Source records
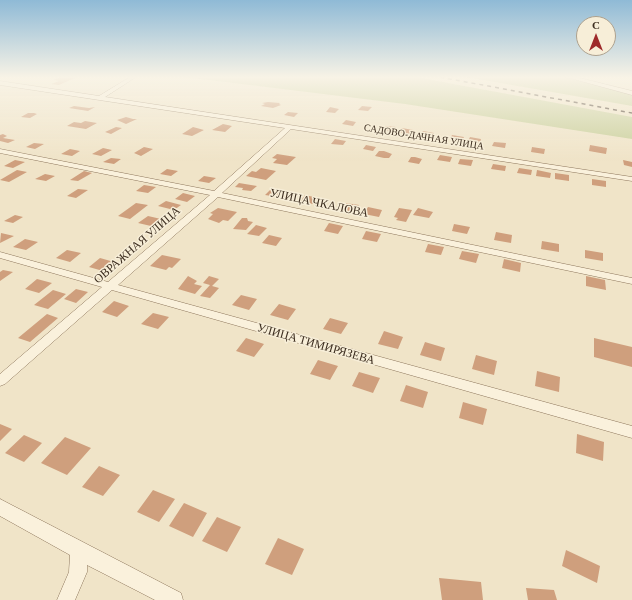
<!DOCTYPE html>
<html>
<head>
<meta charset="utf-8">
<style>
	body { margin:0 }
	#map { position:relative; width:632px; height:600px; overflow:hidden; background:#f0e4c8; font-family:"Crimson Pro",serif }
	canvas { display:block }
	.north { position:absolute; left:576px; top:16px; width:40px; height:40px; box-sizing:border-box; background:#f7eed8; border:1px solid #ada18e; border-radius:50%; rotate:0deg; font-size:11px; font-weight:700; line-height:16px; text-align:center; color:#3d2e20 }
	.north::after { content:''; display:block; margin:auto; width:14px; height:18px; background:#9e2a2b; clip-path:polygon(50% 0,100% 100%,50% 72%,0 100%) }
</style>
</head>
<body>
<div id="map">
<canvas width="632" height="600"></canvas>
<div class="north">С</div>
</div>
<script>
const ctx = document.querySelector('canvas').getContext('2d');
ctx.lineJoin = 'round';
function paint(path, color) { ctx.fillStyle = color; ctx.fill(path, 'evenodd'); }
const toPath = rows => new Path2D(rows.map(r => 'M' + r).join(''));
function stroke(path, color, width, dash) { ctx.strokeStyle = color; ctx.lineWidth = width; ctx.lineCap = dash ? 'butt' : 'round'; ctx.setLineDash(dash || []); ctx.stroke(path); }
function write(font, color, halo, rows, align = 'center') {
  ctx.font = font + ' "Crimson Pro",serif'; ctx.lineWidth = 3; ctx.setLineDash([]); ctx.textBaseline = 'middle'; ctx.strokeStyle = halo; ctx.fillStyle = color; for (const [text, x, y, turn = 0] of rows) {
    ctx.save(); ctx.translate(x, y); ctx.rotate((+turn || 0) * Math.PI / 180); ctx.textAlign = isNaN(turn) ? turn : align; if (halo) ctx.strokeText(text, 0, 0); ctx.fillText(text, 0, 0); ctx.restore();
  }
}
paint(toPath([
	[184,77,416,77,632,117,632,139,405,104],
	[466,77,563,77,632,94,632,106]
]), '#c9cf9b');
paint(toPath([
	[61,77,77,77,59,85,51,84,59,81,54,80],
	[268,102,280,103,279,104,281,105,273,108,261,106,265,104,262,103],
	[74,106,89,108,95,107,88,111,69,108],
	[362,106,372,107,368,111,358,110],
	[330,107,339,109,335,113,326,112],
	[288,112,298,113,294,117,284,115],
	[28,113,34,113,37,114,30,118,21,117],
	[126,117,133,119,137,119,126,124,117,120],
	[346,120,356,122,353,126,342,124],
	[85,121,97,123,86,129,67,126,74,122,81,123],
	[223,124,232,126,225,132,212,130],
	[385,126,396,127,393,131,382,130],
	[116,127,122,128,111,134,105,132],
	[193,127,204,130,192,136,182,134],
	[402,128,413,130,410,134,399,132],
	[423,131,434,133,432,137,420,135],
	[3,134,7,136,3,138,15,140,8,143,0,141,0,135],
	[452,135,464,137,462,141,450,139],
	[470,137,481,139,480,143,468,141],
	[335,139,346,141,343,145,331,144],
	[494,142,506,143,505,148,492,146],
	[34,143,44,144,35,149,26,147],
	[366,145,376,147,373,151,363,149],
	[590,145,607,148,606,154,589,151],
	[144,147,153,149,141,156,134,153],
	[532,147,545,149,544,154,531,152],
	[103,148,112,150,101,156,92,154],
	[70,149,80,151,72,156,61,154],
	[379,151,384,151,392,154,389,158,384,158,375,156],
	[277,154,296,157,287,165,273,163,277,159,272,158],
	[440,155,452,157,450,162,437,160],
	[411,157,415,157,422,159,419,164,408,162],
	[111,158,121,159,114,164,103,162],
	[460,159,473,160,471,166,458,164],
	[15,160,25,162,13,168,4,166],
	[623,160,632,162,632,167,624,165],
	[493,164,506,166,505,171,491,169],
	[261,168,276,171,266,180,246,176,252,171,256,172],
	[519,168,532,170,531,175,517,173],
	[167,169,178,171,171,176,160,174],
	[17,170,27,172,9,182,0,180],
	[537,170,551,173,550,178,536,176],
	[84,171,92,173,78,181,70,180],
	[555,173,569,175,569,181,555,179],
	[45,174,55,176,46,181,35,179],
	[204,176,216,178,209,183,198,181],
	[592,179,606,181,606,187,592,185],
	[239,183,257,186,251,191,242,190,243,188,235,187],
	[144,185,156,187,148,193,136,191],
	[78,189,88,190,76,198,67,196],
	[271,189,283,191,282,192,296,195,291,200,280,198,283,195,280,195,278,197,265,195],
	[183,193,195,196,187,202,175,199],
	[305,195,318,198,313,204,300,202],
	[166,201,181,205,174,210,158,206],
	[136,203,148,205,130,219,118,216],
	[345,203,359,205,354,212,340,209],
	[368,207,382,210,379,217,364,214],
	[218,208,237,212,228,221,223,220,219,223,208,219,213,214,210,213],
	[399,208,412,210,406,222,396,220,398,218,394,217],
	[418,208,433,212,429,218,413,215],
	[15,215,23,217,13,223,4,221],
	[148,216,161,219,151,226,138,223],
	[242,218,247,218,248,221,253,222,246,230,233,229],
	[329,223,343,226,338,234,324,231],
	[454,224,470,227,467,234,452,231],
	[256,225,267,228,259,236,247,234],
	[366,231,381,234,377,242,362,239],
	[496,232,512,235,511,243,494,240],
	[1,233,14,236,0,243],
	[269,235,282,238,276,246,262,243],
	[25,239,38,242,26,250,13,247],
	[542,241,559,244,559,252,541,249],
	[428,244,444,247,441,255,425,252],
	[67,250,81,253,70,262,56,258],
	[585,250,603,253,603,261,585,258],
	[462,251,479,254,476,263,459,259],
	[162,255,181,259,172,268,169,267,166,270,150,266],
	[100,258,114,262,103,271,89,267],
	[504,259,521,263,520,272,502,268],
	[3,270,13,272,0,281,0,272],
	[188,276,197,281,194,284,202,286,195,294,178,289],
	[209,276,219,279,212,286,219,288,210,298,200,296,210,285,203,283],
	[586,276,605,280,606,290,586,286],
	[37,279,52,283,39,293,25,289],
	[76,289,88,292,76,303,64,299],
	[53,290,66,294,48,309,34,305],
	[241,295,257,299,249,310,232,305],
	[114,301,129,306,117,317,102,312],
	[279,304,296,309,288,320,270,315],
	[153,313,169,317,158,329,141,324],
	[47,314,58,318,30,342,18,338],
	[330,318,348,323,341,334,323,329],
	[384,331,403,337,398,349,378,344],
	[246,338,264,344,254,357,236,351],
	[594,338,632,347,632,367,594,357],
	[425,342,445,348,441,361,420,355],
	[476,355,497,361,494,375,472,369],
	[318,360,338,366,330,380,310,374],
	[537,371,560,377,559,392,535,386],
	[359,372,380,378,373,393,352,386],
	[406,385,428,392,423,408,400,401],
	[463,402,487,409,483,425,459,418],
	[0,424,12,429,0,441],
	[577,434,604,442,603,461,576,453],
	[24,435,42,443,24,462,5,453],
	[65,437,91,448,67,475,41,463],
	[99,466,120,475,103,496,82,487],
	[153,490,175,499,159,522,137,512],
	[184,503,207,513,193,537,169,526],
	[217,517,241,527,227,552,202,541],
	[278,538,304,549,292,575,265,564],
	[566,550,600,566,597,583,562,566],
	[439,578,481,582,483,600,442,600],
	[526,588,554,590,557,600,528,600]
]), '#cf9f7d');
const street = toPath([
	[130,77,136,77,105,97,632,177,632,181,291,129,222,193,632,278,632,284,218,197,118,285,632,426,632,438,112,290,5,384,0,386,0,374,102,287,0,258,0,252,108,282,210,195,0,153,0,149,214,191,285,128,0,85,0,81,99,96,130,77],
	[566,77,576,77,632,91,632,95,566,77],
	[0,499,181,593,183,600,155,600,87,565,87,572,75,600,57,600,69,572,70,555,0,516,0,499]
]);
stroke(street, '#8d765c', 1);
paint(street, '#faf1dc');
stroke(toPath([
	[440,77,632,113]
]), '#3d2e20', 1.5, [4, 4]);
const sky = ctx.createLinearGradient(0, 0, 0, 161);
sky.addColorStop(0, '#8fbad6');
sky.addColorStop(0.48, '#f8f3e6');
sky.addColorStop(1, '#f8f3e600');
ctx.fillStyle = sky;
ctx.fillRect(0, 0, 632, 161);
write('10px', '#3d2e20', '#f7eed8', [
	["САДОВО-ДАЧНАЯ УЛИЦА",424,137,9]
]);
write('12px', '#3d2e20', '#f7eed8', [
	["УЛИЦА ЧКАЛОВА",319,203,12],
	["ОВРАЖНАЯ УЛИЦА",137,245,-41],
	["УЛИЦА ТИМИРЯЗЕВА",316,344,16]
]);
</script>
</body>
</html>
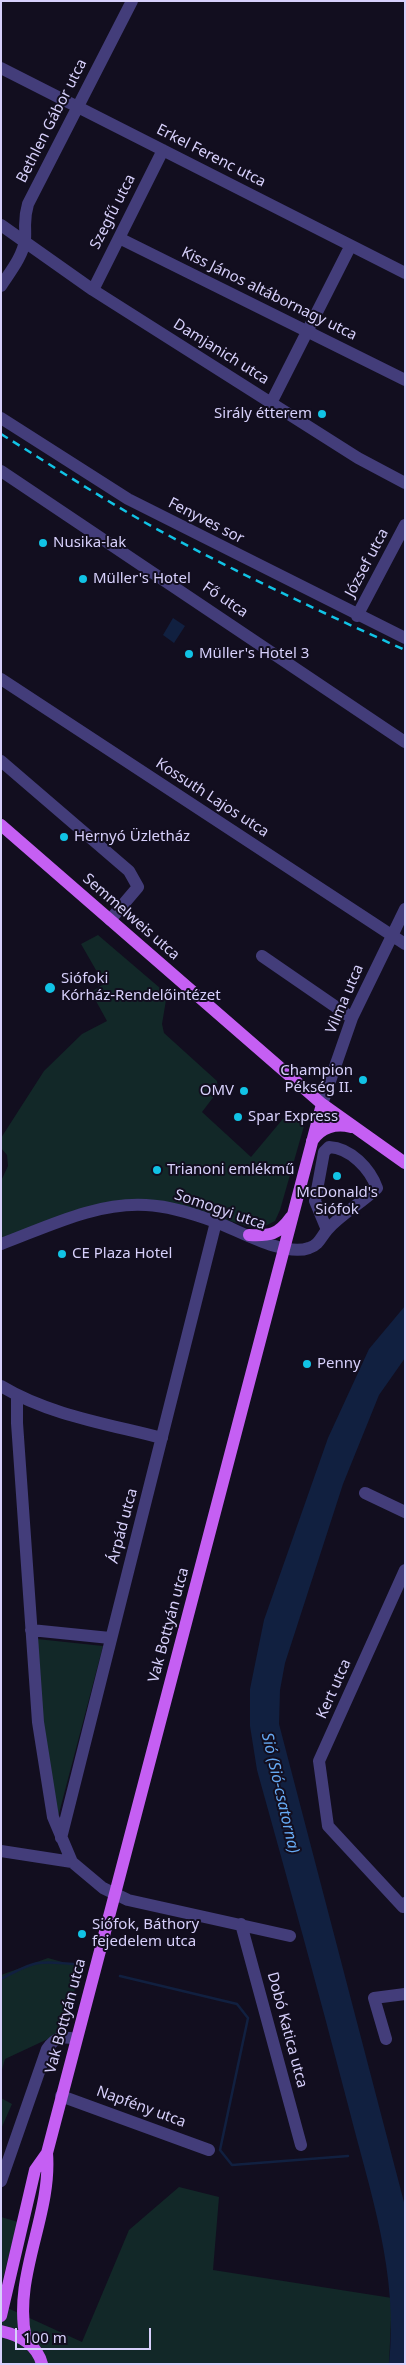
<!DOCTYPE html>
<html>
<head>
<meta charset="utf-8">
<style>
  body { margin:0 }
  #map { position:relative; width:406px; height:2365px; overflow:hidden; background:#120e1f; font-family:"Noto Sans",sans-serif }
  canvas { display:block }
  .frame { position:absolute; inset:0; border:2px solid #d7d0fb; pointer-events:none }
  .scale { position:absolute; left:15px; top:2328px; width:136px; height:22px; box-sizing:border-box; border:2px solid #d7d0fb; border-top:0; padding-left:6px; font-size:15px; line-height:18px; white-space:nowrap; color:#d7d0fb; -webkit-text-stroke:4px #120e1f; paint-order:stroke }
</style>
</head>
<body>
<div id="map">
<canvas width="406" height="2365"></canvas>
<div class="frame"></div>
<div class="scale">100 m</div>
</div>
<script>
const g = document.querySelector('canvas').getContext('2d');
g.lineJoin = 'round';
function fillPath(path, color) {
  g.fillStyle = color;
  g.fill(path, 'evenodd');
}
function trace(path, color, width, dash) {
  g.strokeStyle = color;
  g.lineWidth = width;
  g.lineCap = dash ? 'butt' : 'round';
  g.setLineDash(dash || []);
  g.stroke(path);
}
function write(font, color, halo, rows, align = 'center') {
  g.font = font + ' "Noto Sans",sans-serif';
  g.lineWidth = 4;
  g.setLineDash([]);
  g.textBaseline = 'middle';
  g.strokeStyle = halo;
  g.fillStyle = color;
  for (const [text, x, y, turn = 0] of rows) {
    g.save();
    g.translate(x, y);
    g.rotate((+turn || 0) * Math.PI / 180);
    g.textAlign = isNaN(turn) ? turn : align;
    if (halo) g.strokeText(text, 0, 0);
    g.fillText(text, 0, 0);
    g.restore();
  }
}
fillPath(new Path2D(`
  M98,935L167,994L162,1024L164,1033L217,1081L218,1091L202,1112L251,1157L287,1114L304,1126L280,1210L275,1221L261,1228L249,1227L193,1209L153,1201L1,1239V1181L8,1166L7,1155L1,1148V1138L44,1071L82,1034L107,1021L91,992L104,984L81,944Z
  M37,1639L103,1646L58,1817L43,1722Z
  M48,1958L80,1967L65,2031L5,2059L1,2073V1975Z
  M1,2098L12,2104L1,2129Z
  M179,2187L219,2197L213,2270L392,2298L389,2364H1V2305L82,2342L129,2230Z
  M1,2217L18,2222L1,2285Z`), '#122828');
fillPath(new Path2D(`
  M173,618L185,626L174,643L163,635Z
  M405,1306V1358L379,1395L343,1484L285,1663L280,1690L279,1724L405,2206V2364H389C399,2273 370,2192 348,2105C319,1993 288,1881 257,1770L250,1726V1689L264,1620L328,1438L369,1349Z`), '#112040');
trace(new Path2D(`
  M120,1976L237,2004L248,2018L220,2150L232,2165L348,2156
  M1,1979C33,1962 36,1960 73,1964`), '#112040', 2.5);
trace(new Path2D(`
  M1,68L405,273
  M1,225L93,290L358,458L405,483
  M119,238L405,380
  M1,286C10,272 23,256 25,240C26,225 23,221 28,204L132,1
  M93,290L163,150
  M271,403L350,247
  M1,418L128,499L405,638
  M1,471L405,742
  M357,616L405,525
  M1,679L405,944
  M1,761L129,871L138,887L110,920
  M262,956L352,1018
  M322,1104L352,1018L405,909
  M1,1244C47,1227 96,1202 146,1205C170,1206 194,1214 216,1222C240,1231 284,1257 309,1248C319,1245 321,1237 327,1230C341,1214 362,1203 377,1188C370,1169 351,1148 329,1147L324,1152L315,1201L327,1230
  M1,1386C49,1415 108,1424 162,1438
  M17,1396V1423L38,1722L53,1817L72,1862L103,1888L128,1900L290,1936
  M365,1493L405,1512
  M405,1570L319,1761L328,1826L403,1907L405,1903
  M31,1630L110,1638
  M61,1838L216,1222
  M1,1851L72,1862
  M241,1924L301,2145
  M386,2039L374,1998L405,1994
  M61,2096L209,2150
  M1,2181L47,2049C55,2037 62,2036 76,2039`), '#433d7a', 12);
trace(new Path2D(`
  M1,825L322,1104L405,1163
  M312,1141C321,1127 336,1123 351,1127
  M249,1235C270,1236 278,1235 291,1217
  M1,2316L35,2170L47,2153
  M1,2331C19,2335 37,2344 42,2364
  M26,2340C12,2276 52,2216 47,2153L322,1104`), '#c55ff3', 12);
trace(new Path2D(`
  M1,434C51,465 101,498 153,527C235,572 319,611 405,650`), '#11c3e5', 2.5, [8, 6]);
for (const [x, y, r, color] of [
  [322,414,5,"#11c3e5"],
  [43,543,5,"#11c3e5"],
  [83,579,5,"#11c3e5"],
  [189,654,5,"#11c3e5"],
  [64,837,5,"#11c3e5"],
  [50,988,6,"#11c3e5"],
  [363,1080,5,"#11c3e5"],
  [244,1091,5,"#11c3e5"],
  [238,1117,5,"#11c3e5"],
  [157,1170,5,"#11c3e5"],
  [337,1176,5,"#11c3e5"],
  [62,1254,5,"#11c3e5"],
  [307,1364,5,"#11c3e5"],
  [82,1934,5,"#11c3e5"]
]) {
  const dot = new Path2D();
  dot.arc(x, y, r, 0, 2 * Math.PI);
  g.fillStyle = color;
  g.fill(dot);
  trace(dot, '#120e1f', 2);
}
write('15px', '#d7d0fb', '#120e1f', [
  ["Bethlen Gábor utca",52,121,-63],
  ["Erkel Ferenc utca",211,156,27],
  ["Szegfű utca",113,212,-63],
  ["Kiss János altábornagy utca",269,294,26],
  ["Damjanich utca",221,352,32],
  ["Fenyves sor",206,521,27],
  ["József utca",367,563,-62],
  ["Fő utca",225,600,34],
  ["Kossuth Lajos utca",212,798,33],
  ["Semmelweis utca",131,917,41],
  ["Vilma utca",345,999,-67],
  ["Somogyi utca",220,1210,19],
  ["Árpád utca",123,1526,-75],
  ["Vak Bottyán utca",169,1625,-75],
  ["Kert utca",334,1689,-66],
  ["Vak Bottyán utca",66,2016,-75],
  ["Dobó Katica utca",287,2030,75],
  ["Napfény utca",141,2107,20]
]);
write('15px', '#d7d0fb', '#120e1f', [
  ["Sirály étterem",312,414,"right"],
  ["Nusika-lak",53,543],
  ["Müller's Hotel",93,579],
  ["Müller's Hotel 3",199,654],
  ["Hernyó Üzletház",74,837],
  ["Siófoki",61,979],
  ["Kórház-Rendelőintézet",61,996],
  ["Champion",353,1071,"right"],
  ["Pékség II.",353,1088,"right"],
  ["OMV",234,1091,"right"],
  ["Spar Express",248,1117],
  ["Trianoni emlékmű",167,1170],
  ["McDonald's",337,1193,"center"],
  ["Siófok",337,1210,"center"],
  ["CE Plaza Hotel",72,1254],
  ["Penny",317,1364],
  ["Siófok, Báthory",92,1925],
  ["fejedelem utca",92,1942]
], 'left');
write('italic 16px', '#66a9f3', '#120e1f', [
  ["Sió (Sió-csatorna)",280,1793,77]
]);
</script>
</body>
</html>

> WHAT YOU WILL DO
Without the pictures, repeat the entries above line by line, from the first through the one that contains "function paint(path, color)", both ends included.

> RESPONSE TO THE EXERCISE
<!DOCTYPE html>
<html>
<head>
<meta charset="utf-8">
<style>
	body { margin:0 }
	#map { position:relative; width:632px; height:600px; overflow:hidden; background:#f0e4c8; font-family:"Crimson Pro",serif }
	canvas { display:block }
	.north { position:absolute; left:576px; top:16px; width:40px; height:40px; box-sizing:border-box; background:#f7eed8; border:1px solid #ada18e; border-radius:50%; rotate:0deg; font-size:11px; font-weight:700; line-height:16px; text-align:center; color:#3d2e20 }
	.north::after { content:''; display:block; margin:auto; width:14px; height:18px; background:#9e2a2b; clip-path:polygon(50% 0,100% 100%,50% 72%,0 100%) }
</style>
</head>
<body>
<div id="map">
<canvas width="632" height="600"></canvas>
<div class="north">С</div>
</div>
<script>
const ctx = document.querySelector('canvas').getContext('2d');
ctx.lineJoin = 'round';
function paint(path, color) { ctx.fillStyle = color; ctx.fill(path, 'evenodd'); }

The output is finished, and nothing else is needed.